Totem 3000 has been chosen for several other military aircraft. This year, Sextant expects to produce more than 750 ring laser gyro navigation systems.

Mirage 2000’s Arsenal

The Mirage 2000 has nine hardpoints for weapons carriage, five on the fuselage and two on each wing. The single-seat version also has two internally mounted high-firing-rate 30mm guns. The upgraded digital weapon delivery and navigation system (WDNS) can accept the integration of new sensors.

Mirage 2000s can be fitted with a TV/CT convertible laser designation pod (CLDP) from Thomson CSF Optronique, allowing the use of laser guided weapons by day and night. The 2000-5 Mk2 will have the Damocles pod with a thermal imaging camera, also from Thomson CSF Optronique. The Mirage 2000 can bear a deadly arsenal.

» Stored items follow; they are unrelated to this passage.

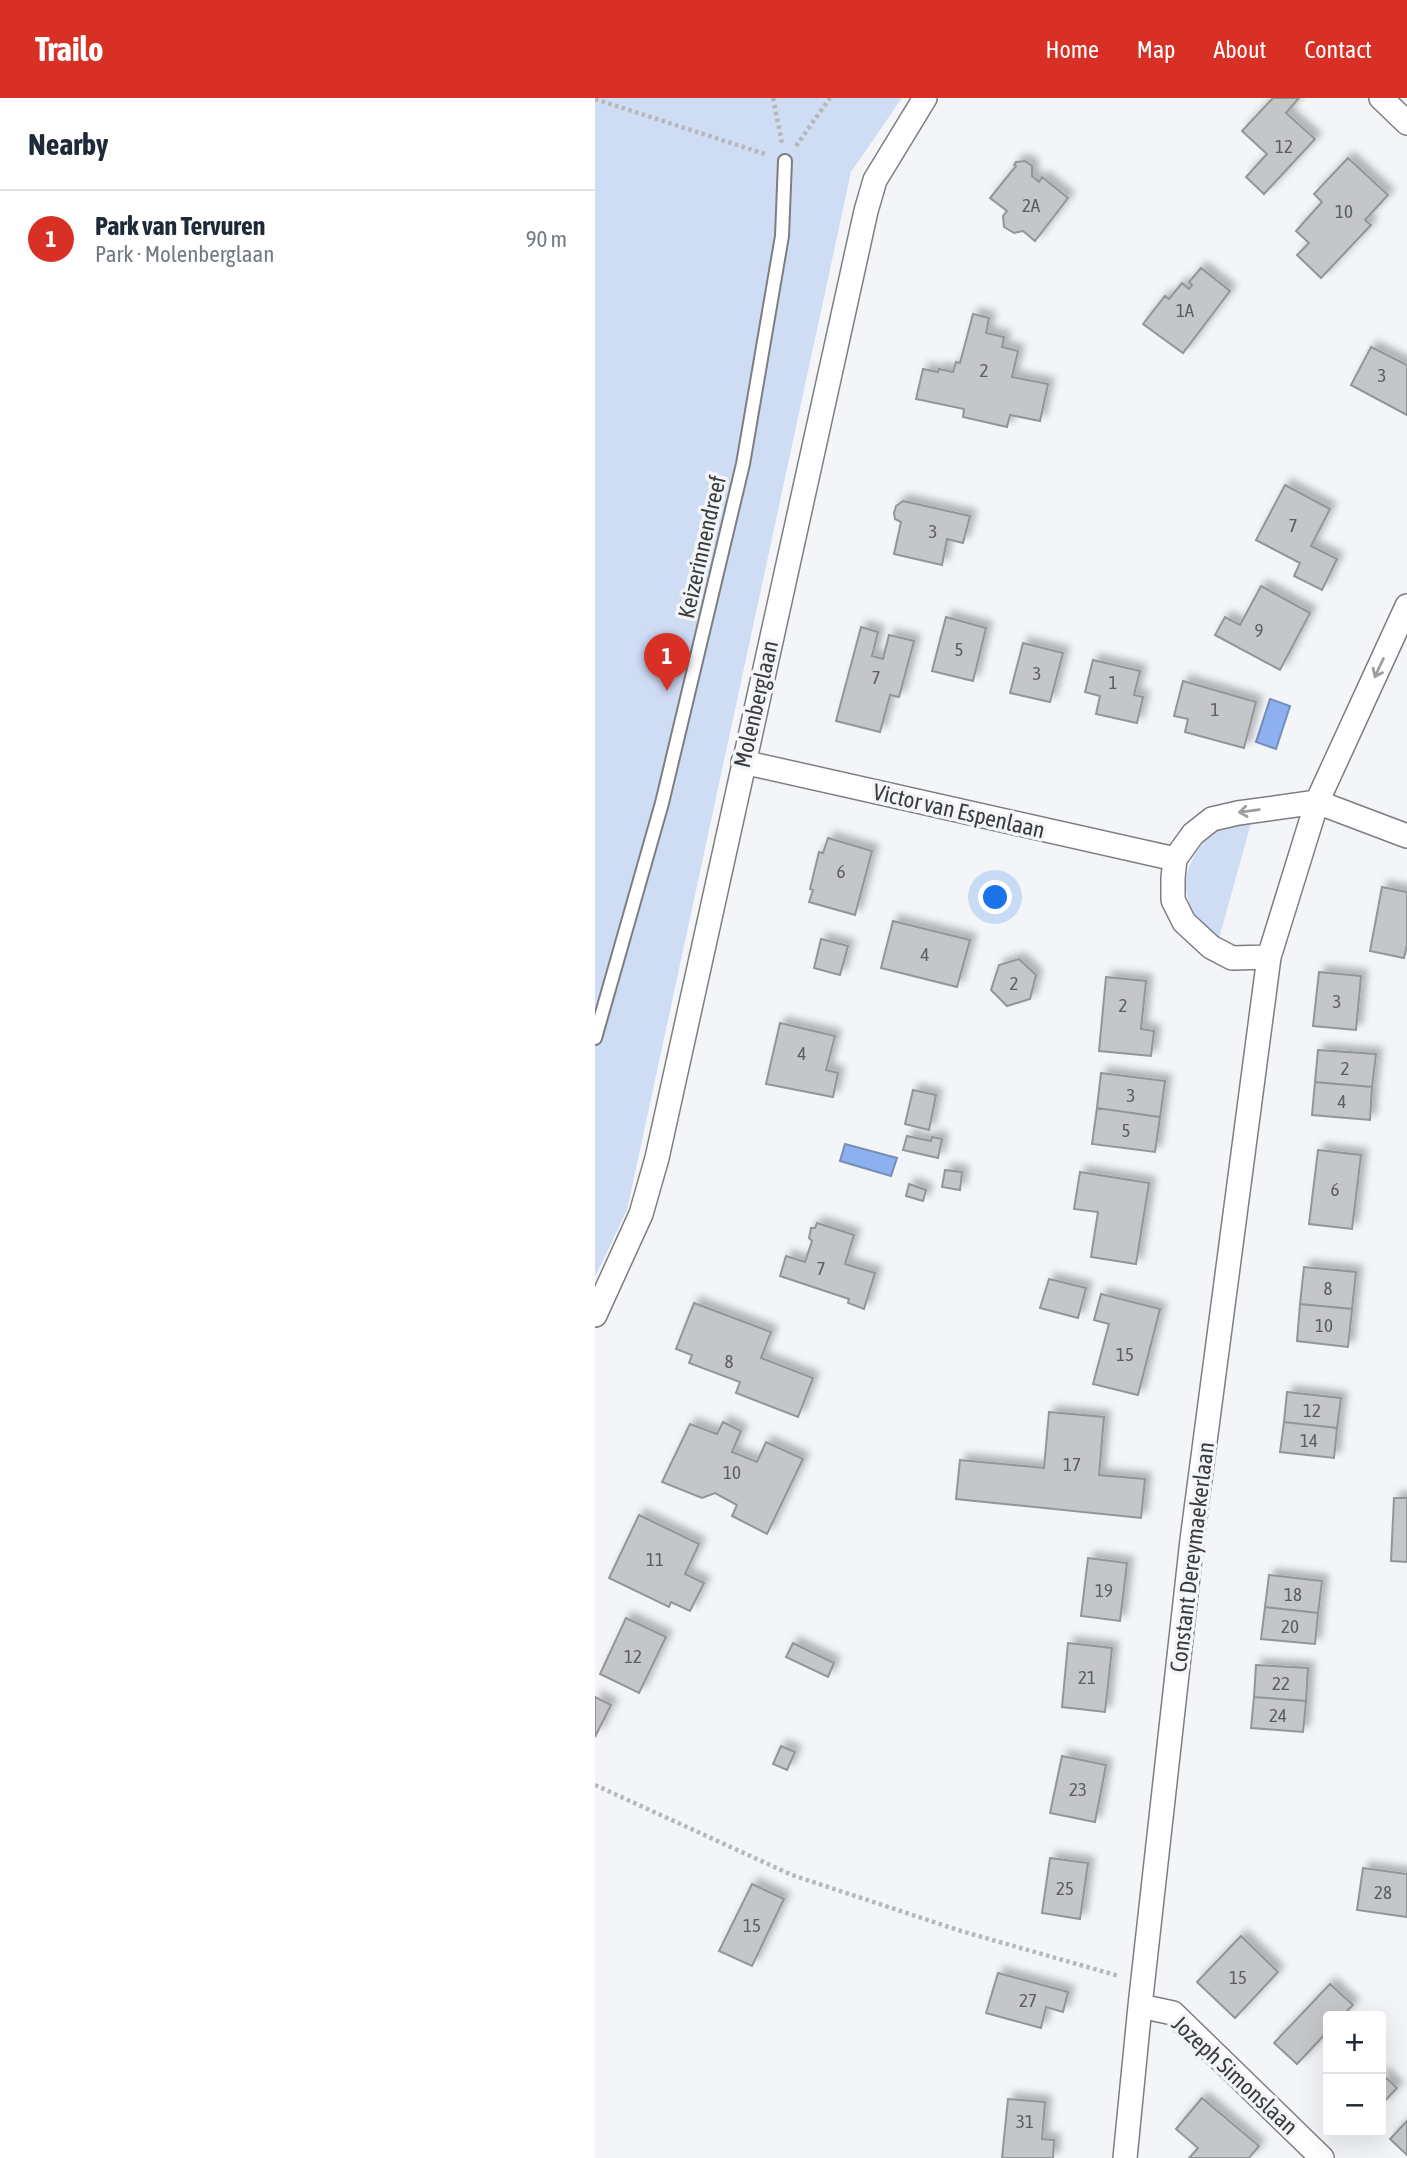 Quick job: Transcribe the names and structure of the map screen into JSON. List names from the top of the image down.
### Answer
{
  "streets": {
    "street": [
      "Molenberglaan",
      "Victor van Espenlaan",
      "Constant Dereymaekerlaan",
      "Jozeph Simonslaan"
    ],
    "lane": ["Keizerinnendreef"]
  },
  "crossings": [
    ["Molenberglaan", "Victor van Espenlaan"],
    ["Constant Dereymaekerlaan", "Jozeph Simonslaan"]
  ],
  "house_numbers": [
    "12",
    "2A",
    "10",
    "1A",
    "2",
    "3",
    "7",
    "3",
    "9",
    "5",
    "3",
    "7",
    "1",
    "1",
    "6",
    "4",
    "2",
    "3",
    "2",
    "4",
    "2",
    "3",
    "4",
    "5",
    "6",
    "7",
    "8",
    "10",
    "15",
    "8",
    "12",
    "14",
    "17",
    "10",
    "11",
    "19",
    "18",
    "20",
    "12",
    "21",
    "22",
    "24",
    "23",
    "25",
    "28",
    "15",
    "15",
    "27",
    "31"
  ],
  "page": {
    "header": "Trailo",
    "nav": [
      "Home",
      "Map",
      "About",
      "Contact"
    ],
    "heading": "Nearby",
    "list": [
      {
        "mark": "1",
        "name": "Park van Tervuren",
        "note": "Park · Molenberglaan",
        "value": "90 m"
      }
    ],
    "pins": "1",
    "map_buttons": ["+", "−"]
  }
}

It includes from Matra BAe Dynamics:

  • MICA multitarget air-to-air missile;

  • Sky flash air-to-air missile;

  • Magic 2 combat missile;

  • Super 530D missile;

  • Armat anti-radar missile;

  • Rocket launchers;

  • Apache stand-off weapon; and

  • SCALP stealthy cruise missile;

And from Aerospatiale:

  • AS30L Armat anti-radar missiles; and

  • AM39 Exocet anti-ship missiles.

In November 1998, Matra BAe Dynamics signed a contract with the UAE to supply MICA air-to-air missiles and the Black Shaheen air-to-ground missiles. The contract is said to be worth $2 billion, two-thirds of which cover the cost of the Black Shahine.

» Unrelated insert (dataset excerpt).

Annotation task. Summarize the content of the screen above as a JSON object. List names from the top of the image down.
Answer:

Matra BAe Dynamics’ parent company, Lagardere, said the deal would allow it "to establish close cooperation with the United Arab Emirates for the next 20 years." Black Shahine (Black Falcon) is a long-range strike missile based on the Apache and SCALP EG stand-off weapons being built for France and the Storm Shadow, which will equip the UK’s Royal Air Force.

Helmet for the Mirage

At the Paris Air Show last year, Sextant Avionique announced that successful flight trials of its Topsight E helmet-mounted sight/display had been completed in a Mirage 2000. Topsight E displays critical information, protects the pilot, and provides communications. In the display of critical information, Topsight E has three main functions:

  • Visual target designation–by transmitting the target’s line of sight to the nav/attack system. Used with modern missiles, Topsight allows pilots to perform wide off-boresight target designation.

  • Visual target acquisition–using reverse cueing mode where the display symbology guides the pilot’s eyes to the target tracked by the aircraft sensors. The nav/attack system provides spatial data.

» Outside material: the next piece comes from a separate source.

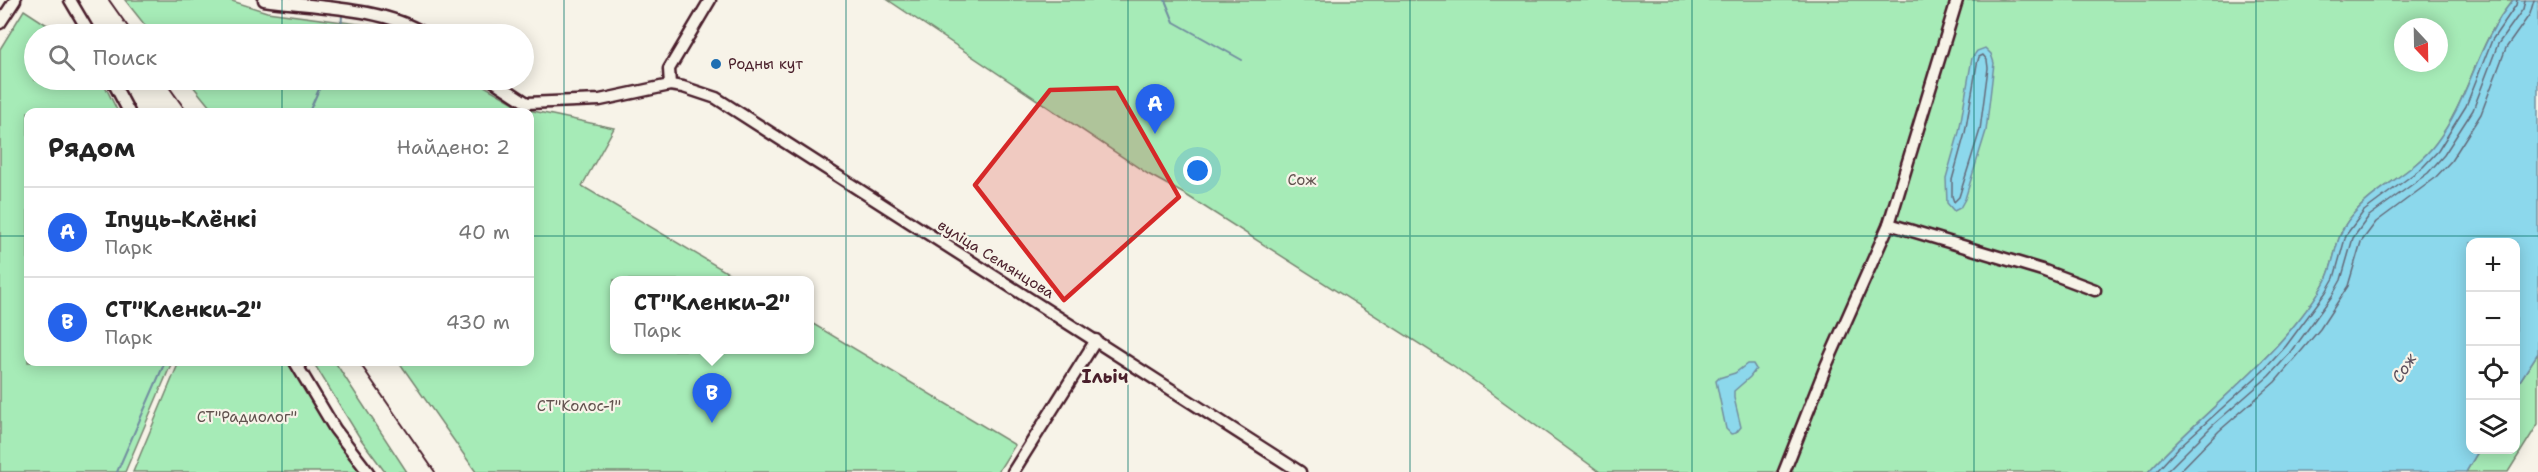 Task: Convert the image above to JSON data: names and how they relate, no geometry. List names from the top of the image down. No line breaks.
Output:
{"streets":{"street":["вуліца Семянцова"]},"districts":["Ільіч"],"water":["Сож"],"parks":["Сож","СТ\"Колос-1\"","СТ\"Радиолог\""],"places":["Родны кут"],"north":"bottom","page":{"search":"Поиск","pins":["A","B"],"heading":["Рядом","Найдено: 2"],"list":[{"mark":"A","name":"Іпуць-Клёнкі","note":"Парк","value":"40 m"},{"mark":"B","name":"СТ\"Кленки-2\"","note":"Парк","value":"430 m"}],"map_buttons":["+","−"],"popup":["СТ\"Кленки-2\"","Парк"]}}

  • Situational awareness–based on concise display of vital information (tactical, navigation, safety, etc).

Topsight allows air forces to use existing oxygen masks without modifications. It also can be reconfigured in-flight on trainers to mimic the avionics and display symbology of various fighters, including the Mirage 2000. It has four integrated operational modes:

  • Navigation is based on ring laser gyro INS with embedded GPS receiver.

  • Air-to-air weapon delivery includes guns, rockets and high- and low-drag bombs using continuous computation of impact point (CCIP) and continuous computation of release point (CCRP).

  • Training includes failure simulations, as well as target and threat simulations.

  • The Topflight avionics suite features a full glass cockpit and HOTAS control, plus a range of avionics, linked to a 1553 multiplex bus.